[Supplied material Boundary: Start]

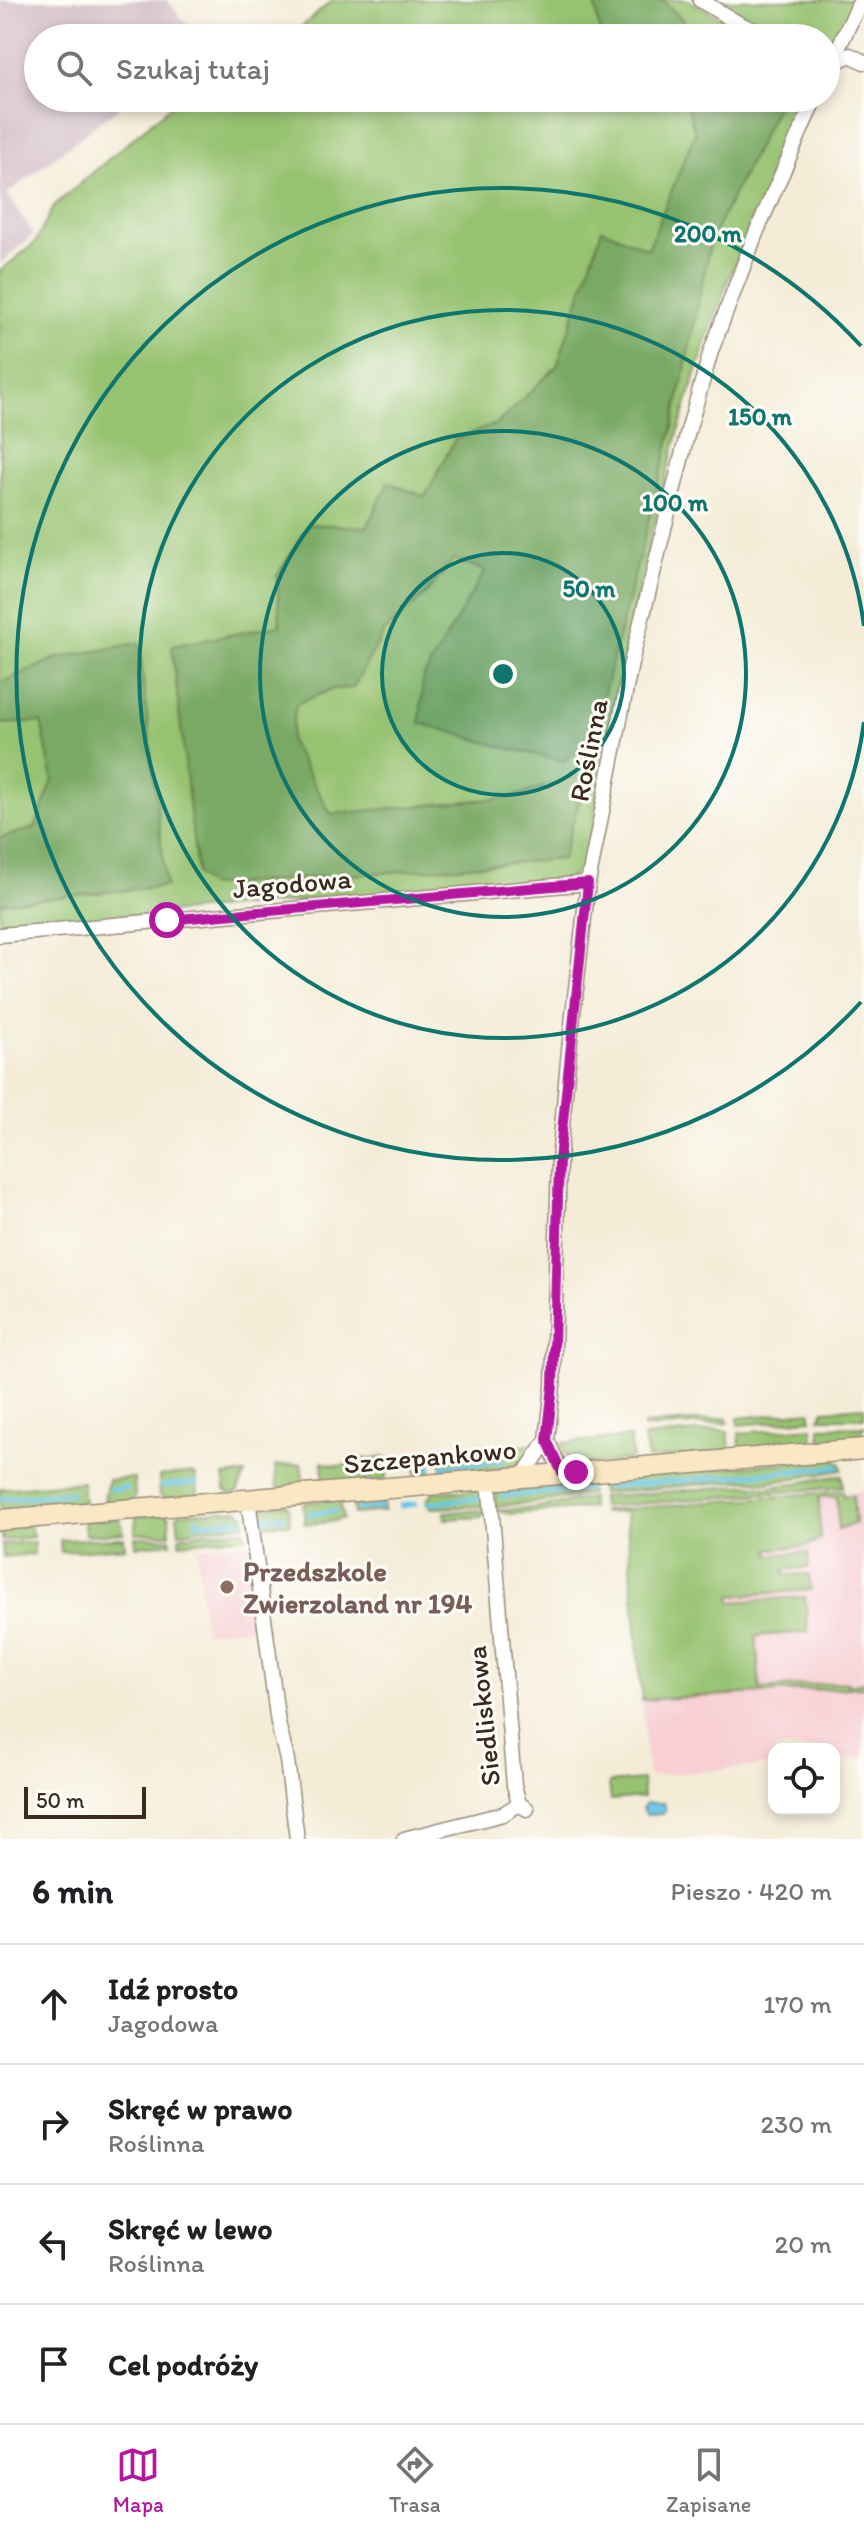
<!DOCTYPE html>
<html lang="pl">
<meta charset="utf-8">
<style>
body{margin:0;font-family:Itim,sans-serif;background:#f6f6f6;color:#202124}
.controls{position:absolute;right:24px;bottom:24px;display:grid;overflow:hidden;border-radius:16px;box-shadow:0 4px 12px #0003}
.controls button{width:72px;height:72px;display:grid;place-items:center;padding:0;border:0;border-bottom:2px solid #e0e0e0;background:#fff;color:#202124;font:40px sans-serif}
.scale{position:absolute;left:24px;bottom:20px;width:122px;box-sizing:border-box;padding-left:8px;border:4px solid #3b2a1e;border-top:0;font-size:22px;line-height:28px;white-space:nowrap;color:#3b2a1e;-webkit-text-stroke:6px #fdfcf7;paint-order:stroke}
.stop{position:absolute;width:24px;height:24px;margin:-18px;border:6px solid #b5179e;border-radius:50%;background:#fff}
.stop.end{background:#b5179e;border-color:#fff;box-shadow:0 2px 8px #0008}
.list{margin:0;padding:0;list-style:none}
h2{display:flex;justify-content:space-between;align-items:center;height:104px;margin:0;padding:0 32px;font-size:34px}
h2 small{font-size:26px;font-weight:400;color:#757577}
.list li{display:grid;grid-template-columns:52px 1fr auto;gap:24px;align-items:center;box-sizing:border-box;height:120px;padding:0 32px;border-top:2px solid #e0e0e0}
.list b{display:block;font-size:30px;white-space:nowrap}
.list p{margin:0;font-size:26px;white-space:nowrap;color:#757577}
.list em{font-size:26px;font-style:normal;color:#757577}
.icon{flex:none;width:44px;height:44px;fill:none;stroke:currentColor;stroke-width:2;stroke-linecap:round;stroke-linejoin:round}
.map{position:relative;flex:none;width:864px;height:1839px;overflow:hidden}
.search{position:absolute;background:#fff;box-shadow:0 4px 12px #0003;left:24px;right:24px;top:24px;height:88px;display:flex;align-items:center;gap:20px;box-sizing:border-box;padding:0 28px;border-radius:44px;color:#757577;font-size:30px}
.sheet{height:584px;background:#fff}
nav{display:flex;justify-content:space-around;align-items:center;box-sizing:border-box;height:112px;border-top:2px solid #e0e0e0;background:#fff;font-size:22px;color:#757577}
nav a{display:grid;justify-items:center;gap:4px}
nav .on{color:#b5179e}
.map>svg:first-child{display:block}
.built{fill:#f7cfd4}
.industrial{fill:#d2bdc8}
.green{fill:#97c371;stroke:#697648;stroke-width:2}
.forest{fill:#79a963;stroke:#5a6a40;stroke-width:2}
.water{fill:#68c4e6;stroke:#527782;stroke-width:2}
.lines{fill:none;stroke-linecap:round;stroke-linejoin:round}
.stream{stroke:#68c4e6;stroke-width:5}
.street-casing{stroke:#988b7a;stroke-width:17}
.secondary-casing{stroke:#988b7a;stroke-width:23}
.street{stroke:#fff;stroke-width:14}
.secondary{stroke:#fae7c3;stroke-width:20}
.route{stroke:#b5179e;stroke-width:10}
.ring{fill:none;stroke:#0f766e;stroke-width:4}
.education-dot{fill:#8d6e63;stroke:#fdfcf7;stroke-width:3}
.labels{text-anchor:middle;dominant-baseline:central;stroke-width:6;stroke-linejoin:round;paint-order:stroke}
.street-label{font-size:28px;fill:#3b2a1e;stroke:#fdfcf7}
.education-label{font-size:28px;font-weight:bold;fill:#785e54;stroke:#fdfcf7;text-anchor:start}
.centre{fill:#0f766e;stroke:#fdfcf7;stroke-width:4}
.ring-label{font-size:24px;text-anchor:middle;font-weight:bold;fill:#0f766e;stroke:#fdfcf7;stroke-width:6;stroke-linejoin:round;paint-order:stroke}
</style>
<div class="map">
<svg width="864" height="1839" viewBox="0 0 864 1839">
<rect width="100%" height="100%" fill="#fdfcf7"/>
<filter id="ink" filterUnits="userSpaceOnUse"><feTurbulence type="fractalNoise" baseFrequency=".0125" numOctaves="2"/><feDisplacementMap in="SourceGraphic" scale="16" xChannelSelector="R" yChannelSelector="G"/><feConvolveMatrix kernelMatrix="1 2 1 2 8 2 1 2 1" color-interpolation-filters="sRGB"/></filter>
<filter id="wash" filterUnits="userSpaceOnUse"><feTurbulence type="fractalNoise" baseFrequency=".006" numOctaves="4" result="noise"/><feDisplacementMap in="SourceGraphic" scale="32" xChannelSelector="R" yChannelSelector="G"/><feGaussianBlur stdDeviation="1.8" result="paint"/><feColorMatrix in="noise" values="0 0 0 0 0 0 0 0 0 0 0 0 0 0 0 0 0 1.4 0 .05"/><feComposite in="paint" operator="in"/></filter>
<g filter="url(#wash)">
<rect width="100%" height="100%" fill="#f4ecd7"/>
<!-- built -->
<g class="built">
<path d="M864,1491v267l-30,2v-11h-60v16l-126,11 -22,-265z"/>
<path d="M249,1543l9,84 -54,5 -7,-85z"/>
</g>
<!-- industrial -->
<path class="industrial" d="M0,0h167l30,38h-159v60h93l-124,96 27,40 -34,30z"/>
<!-- green -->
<g class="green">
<path d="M333,0h356l68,38h-469z"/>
<path d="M712,0h143l-29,60v-22h-44z"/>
<path d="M180,98h628c-27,60 -56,121 -80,183 -71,188 -108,389 -143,586l-18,12 -567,48v-656l35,-28 19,-37z"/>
<path d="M864,1407v11h-45l5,-8z"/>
<path d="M811,1411v8l-73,6v-7z"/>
<path d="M727,1418l1,5 -84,5v-3z"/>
<path d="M864,1426l-6,15 -34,3 -3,-2 -1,-15z"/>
<path d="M812,1427l1,15 -2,3 -68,6 -3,-3 -1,-15z"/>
<path d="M719,1430l9,2 2,17 -3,3 -79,7 -4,-22z"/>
<path d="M630,1437l2,20 -2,3c-22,2 -64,14 -68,-17z"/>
<path d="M536,1444l-11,17 -9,6 -70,8 -4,-3 -1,-19z"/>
<path d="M430,1453l1,20 -2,3 -10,1 -3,-3 -2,-19z"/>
<path d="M385,1457l2,19 -3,4 -14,1 -7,-22z"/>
<path d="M835,1458l6,6 1,6 -75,13 -19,-3 -147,13 -1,-10 3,-5z"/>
<path d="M357,1460h3l7,22 -40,3 -3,-3 -2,-20c14,5 22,6 35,-2z"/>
<path d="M301,1464l3,19 -4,4 -20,2 -3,-3 -2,-20z"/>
<path d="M191,1473l5,2 2,18 -2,3 -32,3 -4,-4 -1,-19z"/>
<path d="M245,1474l-8,19h-8l-4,-3 -1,-14z"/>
<path d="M842,1475l1,12 -241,20 -1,-10 148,-12 19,3z"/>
<path d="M134,1478l1,19 -3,4 -25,2 -3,-3 4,-20z"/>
<path d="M82,1482l2,20 -3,3 -81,7v-23z"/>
<path d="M570,1483l19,1 1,10 -58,9 -38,3 2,-12 8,-9z"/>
<path d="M433,1491h46l8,15 -55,2 -3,-2 -2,-6z"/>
<path d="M843,1491l1,5 9,-1 2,28 -17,7 -1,-33h-18l1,42 -13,7 -38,3 1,6 38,-3 1,15 -25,3 1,5 24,-1 2,16 -80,6v6l74,-5 3,35 -52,4 4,53 87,-7v3l17,-3v5l-222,13 -16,-188 -23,1 -1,-2z"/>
<path d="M380,1496l3,3 1,12 -30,3 -1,-13 2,-3z"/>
<path d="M591,1498v10l-80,6 -16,-4 38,-2z"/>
<path d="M339,1500l4,18 -12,4 -26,2 -2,-19 3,-3z"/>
<path d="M286,1504l3,3 1,17 -30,1v-11l4,-7z"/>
<path d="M238,1510l6,6 1,9 -42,3 -24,5 -2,-17 3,-3z"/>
<path d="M488,1510v3l-5,1 -2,3 -36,2v-7z"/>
<path d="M166,1514l3,3 1,17 -35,-1 1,-16z"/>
<path d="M120,1518l4,15 -39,2 -1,-14z"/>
<path d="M30,1525l3,12 -31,3 1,-13z"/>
<path d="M245,1530l1,6 -66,7 -1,-6 25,-5z"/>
<path d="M135,1537l35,1 1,5 -35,3z"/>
<path d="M124,1538l1,9 -64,5 -1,-12z"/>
<path d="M34,1542v12l-31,3 -1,-13z"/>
<path d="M642,1780l1,17 -32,3 -2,-17z"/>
</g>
<!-- forest -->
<g class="forest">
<path d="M594,0h68l25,24 33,14h-119z"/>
<path d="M671,98h110l-70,142 -38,187 -81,312 -28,22 -58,-13 -86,-25 3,-46 62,-106 -31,-12 -27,34 -43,39 -31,56 -20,1 -37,15 -6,37 41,73 182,-17 75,-25 -26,87 -353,27 -12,-11 -25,-229 108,-21 -3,-49 32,-52 58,3 21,-45 37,15 30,-58 42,-15 60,-58 45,-137 46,20 47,-116 -7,-25z"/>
<path d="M139,643l27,243 -166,17v-65l35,-10 18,-48 -12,-58 -41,2v-41l57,-25z"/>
</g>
<!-- water -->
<path class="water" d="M646,1803h17l3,7 -4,4 -15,1 -5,-6z"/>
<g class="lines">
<!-- stream -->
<g class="stream">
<path d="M443,1467l59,-6"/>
<path d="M418,1469l12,-1"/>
<path d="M162,1486l33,-3"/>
<path d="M604,1487l234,-20"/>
<path d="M111,1489l16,-1"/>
<path d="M502,1496l86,-7"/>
<path d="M0,1499l71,-6"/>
<path d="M427,1503l56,-5"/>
<path d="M401,1506l14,-2"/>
<path d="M358,1509l23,-2"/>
<path d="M309,1514l26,-3"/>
<path d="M263,1518l20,-2"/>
<path d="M196,1519v4l45,-3"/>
</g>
</g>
</g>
<g filter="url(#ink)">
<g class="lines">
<defs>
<g id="street">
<path d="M700,0l36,22 35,16"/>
<path d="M830,65l20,-10 14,7"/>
<path d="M826,74l35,-74"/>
<path d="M0,935l588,-52"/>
<path d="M547,1440l15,33"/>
<path d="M523,1476l24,-36 6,-54 6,-226 10,-110 19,-167 43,-220 57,-232 23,-80 45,-118 59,-135"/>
<path d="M489,1479l25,306 5,19 8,5"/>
<path d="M248,1499l30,224 9,37 10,79"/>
<path d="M404,1839l99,-25 16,-10"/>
</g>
<path id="secondary" d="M0,1520l864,-71"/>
</defs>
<!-- street casing -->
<use href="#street" class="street-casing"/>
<!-- secondary casing -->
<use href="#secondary" class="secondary-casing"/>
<!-- street -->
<use href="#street" class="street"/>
<!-- secondary -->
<use href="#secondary" class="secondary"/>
</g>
</g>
<g class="lines" filter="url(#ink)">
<!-- route -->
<path class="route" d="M167,920l421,-37 -29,277 -6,226 -6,54 15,33 14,-1"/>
</g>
<!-- distance rings -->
<circle cx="503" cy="674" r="121" fill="#0f766e" fill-opacity=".12"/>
<g class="ring">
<circle cx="503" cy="674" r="121"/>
<circle cx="503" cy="674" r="243"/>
<path d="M864 722A364 364 0 1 1 864 626"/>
<path d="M861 1002A486 486 0 1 1 861 346"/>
</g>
<!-- markers -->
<circle class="education-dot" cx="227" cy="1587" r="8"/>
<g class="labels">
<!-- street labels -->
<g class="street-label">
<text transform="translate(588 750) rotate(-79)">Roślinna</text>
<text transform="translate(292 883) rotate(-5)">Jagodowa</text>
<text transform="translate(430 1456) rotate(-5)">Szczepankowo</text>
<text transform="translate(483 1716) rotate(-96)">Siedliskowa</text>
</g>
<!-- education labels -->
<g class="education-label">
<text x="243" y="1571">Przedszkole<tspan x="243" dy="32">Zwierzoland nr 194</tspan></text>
</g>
</g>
<circle cx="503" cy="674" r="12" class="centre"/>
<g class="ring-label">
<text x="708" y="242">200 m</text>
<text x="760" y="425">150 m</text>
<text x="675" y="511">100 m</text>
<text x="589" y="597">50 m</text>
</g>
</svg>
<div class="controls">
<button><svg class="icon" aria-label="locate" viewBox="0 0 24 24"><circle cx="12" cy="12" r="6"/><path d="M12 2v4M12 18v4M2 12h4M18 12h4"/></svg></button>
</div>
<div class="scale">50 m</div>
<div class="stop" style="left:167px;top:920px"></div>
<div class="stop end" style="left:576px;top:1472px"></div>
<div class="search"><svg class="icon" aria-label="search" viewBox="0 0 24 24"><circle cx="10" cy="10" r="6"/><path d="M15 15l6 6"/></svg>Szukaj tutaj</div>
</div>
<section class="sheet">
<h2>6 min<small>Pieszo · 420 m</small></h2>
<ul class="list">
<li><svg class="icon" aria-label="ahead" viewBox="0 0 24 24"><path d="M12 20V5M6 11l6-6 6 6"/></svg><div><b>Idź prosto</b><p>Jagodowa</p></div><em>170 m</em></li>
<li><svg class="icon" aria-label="right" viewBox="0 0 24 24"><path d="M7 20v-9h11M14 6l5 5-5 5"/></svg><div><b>Skręć w prawo</b><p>Roślinna</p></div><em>230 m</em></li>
<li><svg class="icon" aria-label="left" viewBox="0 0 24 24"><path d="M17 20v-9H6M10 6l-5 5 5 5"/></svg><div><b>Skręć w lewo</b><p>Roślinna</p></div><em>20 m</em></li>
<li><svg class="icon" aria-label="arrive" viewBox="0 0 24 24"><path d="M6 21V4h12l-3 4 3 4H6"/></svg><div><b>Cel podróży</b></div></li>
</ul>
</section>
<nav>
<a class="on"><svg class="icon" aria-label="map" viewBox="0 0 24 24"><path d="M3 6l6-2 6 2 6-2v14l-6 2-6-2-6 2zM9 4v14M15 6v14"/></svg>Mapa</a>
<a><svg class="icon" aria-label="directions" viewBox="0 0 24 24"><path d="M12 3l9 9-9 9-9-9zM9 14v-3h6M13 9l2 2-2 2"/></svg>Trasa</a>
<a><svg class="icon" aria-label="saved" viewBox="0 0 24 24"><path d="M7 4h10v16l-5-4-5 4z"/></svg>Zapisane</a>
</nav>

[Supplied material Boundary: End]

**Problem details**
Which lines of the material contain the string "yChannelSelector"? List each of them.

**Solution to this task**
<filter id="ink" filterUnits="userSpaceOnUse"><feTurbulence type="fractalNoise" baseFrequency=".0125" numOctaves="2"/><feDisplacementMap in="SourceGraphic" scale="16" xChannelSelector="R" yChannelSelector="G"/><feConvolveMatrix kernelMatrix="1 2 1 2 8 2 1 2 1" color-interpolation-filters="sRGB"/></filter>
<filter id="wash" filterUnits="userSpaceOnUse"><feTurbulence type="fractalNoise" baseFrequency=".006" numOctaves="4" result="noise"/><feDisplacementMap in="SourceGraphic" scale="32" xChannelSelector="R" yChannelSelector="G"/><feGaussianBlur stdDeviation="1.8" result="paint"/><feColorMatrix in="noise" values="0 0 0 0 0 0 0 0 0 0 0 0 0 0 0 0 0 1.4 0 .05"/><feComposite in="paint" operator="in"/></filter>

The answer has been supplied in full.